SOURCE MATERIAL:
※ ※ ※

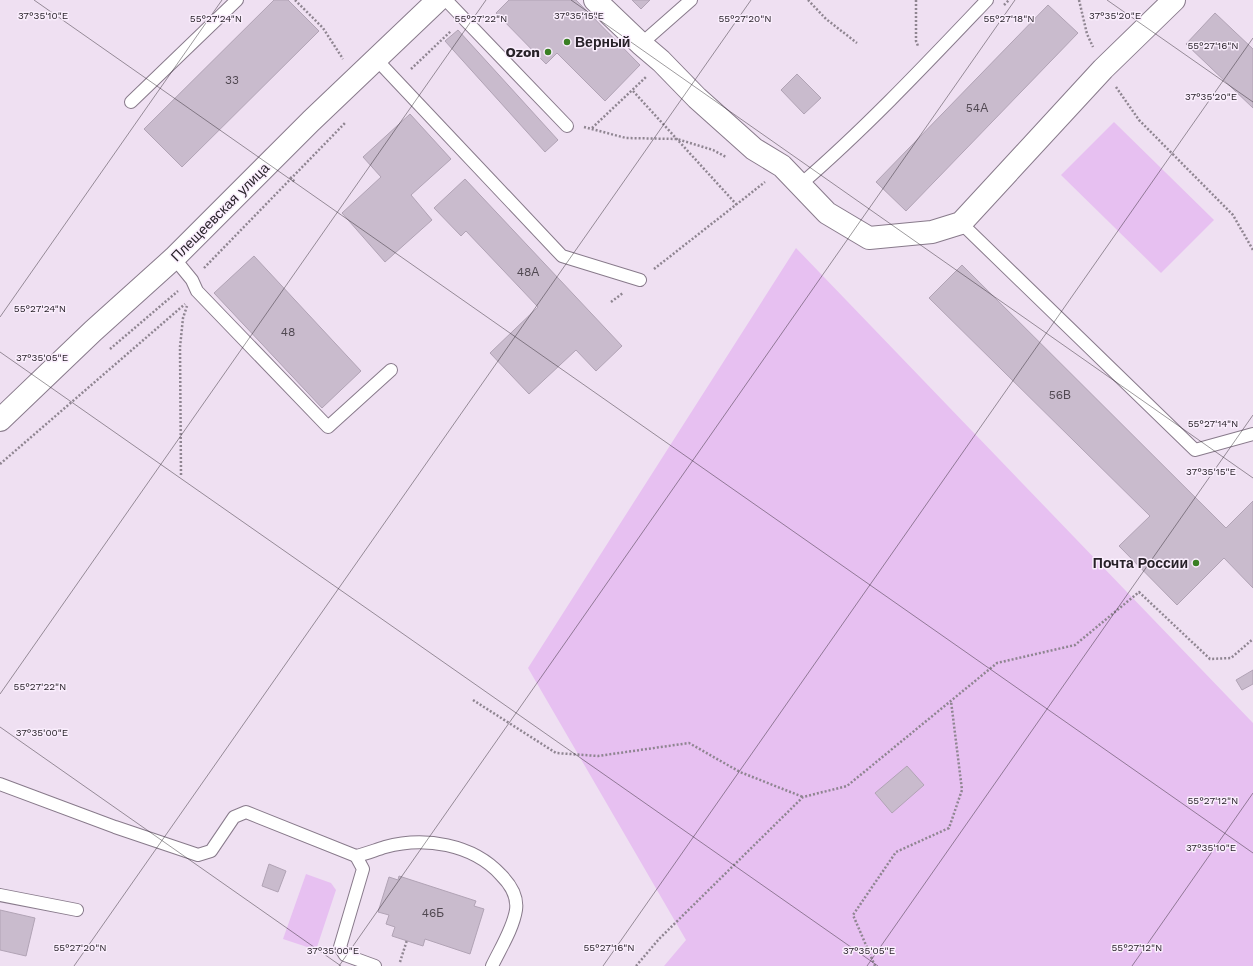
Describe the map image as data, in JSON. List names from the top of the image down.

※ ※ ※

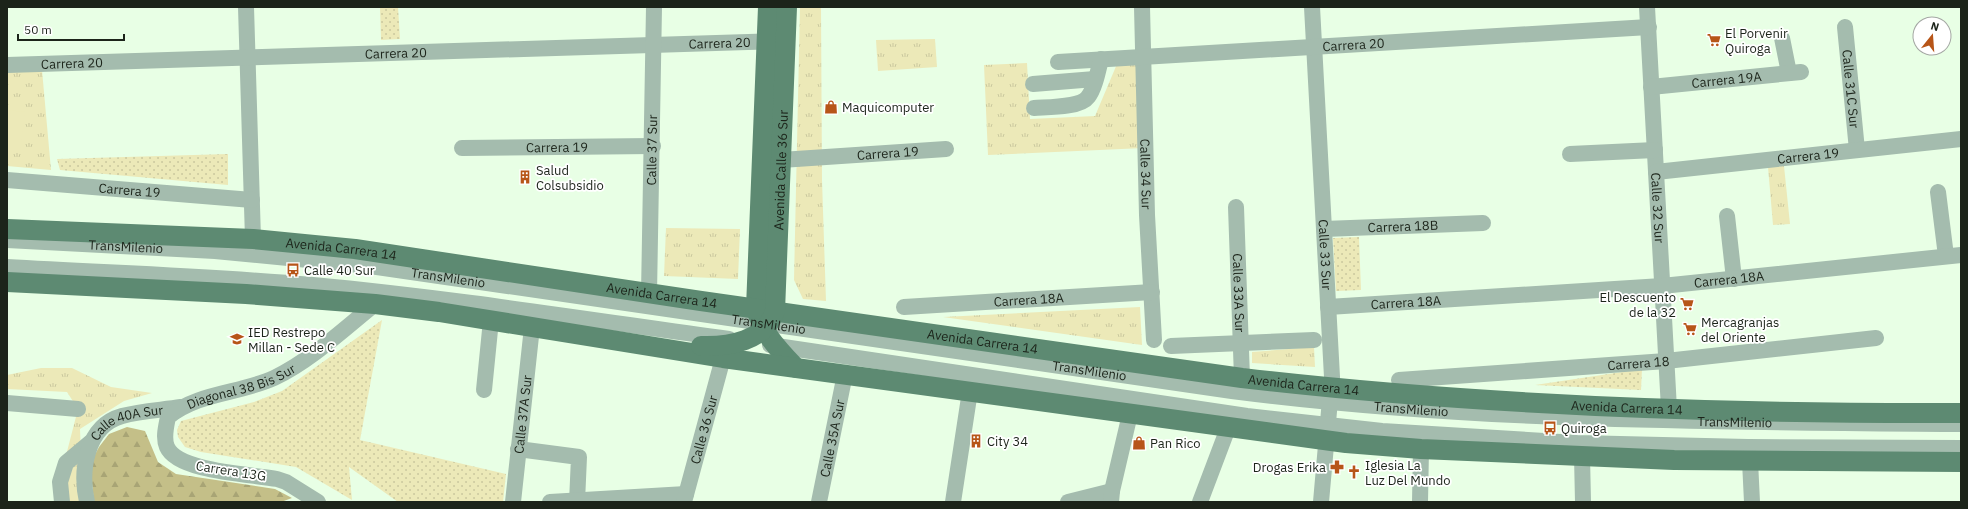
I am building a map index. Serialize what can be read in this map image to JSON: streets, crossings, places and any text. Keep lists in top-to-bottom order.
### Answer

※ ※ ※

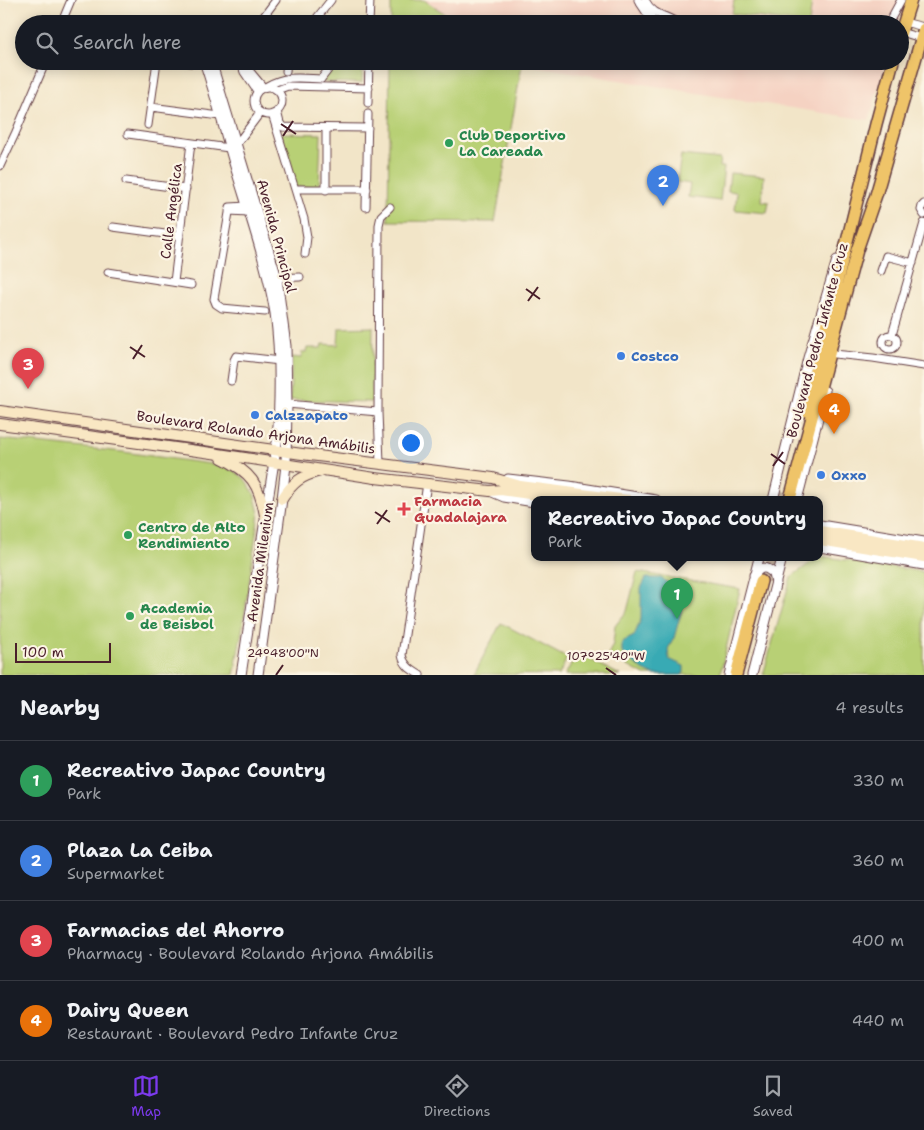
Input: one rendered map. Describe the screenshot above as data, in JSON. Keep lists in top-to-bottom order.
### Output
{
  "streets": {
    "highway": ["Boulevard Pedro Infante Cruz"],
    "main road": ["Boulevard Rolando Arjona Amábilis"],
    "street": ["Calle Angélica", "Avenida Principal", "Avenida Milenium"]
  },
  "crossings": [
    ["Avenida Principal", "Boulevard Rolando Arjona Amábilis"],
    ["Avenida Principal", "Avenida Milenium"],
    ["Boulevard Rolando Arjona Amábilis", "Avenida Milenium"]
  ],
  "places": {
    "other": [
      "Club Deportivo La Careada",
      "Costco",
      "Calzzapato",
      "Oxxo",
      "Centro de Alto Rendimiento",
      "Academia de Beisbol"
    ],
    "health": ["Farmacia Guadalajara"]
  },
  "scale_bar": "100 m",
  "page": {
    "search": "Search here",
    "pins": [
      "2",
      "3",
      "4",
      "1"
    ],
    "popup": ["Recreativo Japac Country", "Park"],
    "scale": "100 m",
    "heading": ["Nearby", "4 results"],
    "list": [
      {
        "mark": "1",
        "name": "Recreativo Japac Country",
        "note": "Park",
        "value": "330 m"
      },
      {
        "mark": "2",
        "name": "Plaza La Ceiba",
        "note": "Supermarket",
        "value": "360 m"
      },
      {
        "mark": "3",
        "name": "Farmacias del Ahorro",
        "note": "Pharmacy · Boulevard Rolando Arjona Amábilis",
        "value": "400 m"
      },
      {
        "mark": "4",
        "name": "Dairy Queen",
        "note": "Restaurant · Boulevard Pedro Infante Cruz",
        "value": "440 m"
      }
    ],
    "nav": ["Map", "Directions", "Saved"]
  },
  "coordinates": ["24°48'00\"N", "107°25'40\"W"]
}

※ ※ ※

Read the listing. Copy each line that has the word "Describe" in it.

Describe the map image as data, in JSON. List names from the top of the image down.
Input: one rendered map. Describe the screenshot above as data, in JSON. Keep lists in top-to-bottom order.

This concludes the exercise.